_Goal of the exercise_: With every picture left out, give the data below back exactly.

_Dataset section_:
Segment Open

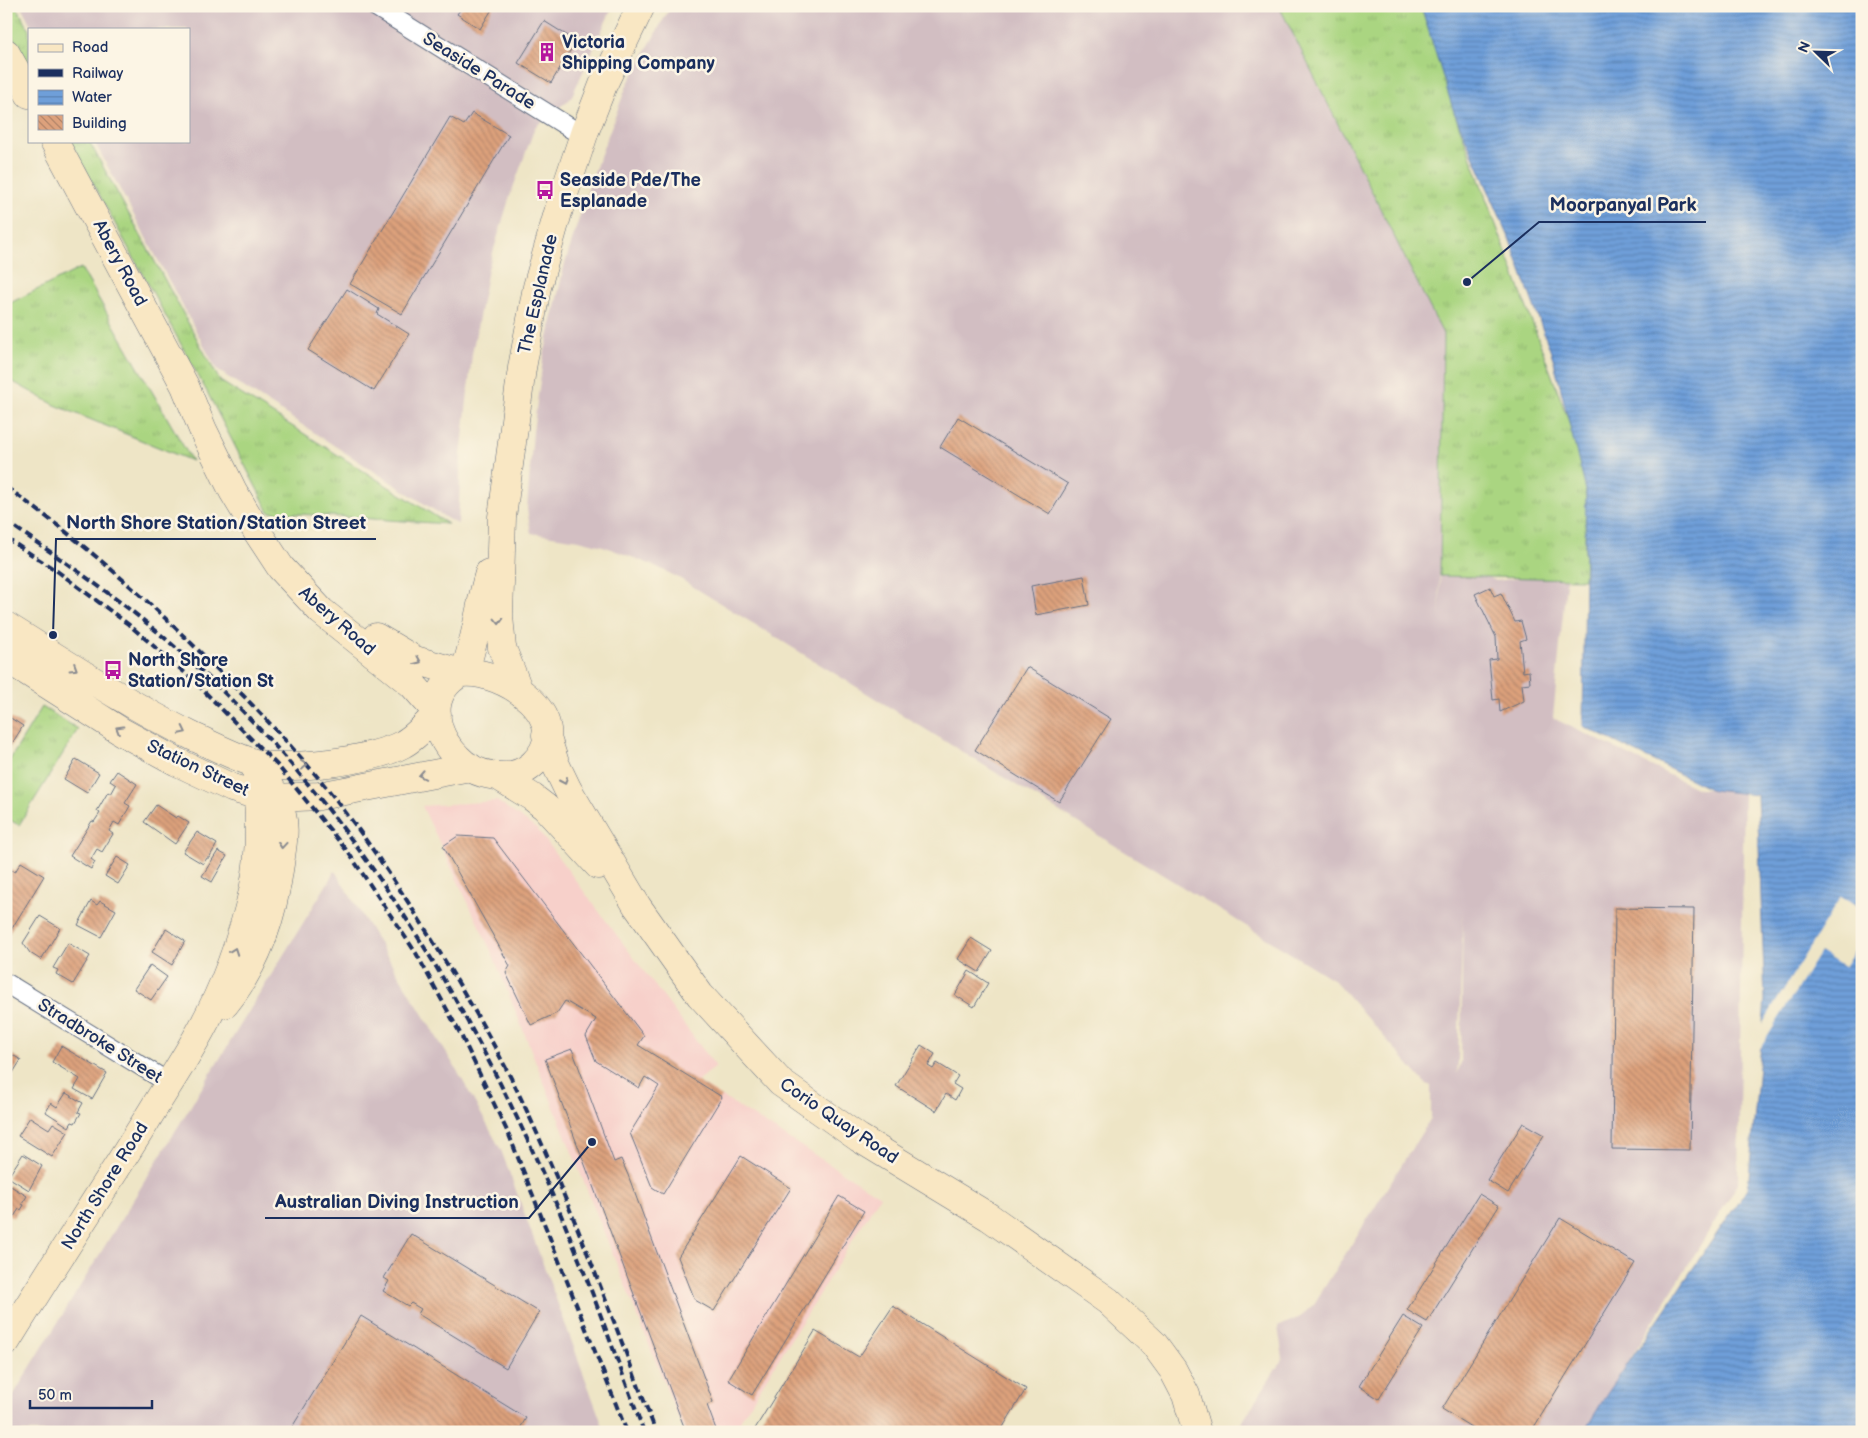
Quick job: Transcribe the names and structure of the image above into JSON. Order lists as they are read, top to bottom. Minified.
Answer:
{"streets":{"main road":["Abery Road","The Esplanade","Station Street","Corio Quay Road","North Shore Road"],"street":["Seaside Parade","Stradbroke Street"]},"crossings":[["Seaside Parade","The Esplanade"],["Abery Road","The Esplanade"],["Abery Road","Station Street"],["Abery Road","Corio Quay Road"],["The Esplanade","Station Street"],["The Esplanade","Corio Quay Road"],["Station Street","Corio Quay Road"],["Station Street","North Shore Road"],["Stradbroke Street","North Shore Road"]],"places":{"building":["Victoria Shipping Company"],"bus stop":["Seaside Pde/The Esplanade","North Shore Station/Station St"],"other":["Moorpanyal Park","North Shore Station/Station Street","Australian Diving Instruction"]},"legend":["Road","Railway","Water","Building"],"scale_bar":"50 m","north":"top left"}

Segment Closed

_Worked solution_:
Quick job: Transcribe the names and structure of the image above into JSON. Order lists as they are read, top to bottom. Minified.
Answer:
{"streets":{"main road":["Abery Road","The Esplanade","Station Street","Corio Quay Road","North Shore Road"],"street":["Seaside Parade","Stradbroke Street"]},"crossings":[["Seaside Parade","The Esplanade"],["Abery Road","The Esplanade"],["Abery Road","Station Street"],["Abery Road","Corio Quay Road"],["The Esplanade","Station Street"],["The Esplanade","Corio Quay Road"],["Station Street","Corio Quay Road"],["Station Street","North Shore Road"],["Stradbroke Street","North Shore Road"]],"places":{"building":["Victoria Shipping Company"],"bus stop":["Seaside Pde/The Esplanade","North Shore Station/Station St"],"other":["Moorpanyal Park","North Shore Station/Station Street","Australian Diving Instruction"]},"legend":["Road","Railway","Water","Building"],"scale_bar":"50 m","north":"top left"}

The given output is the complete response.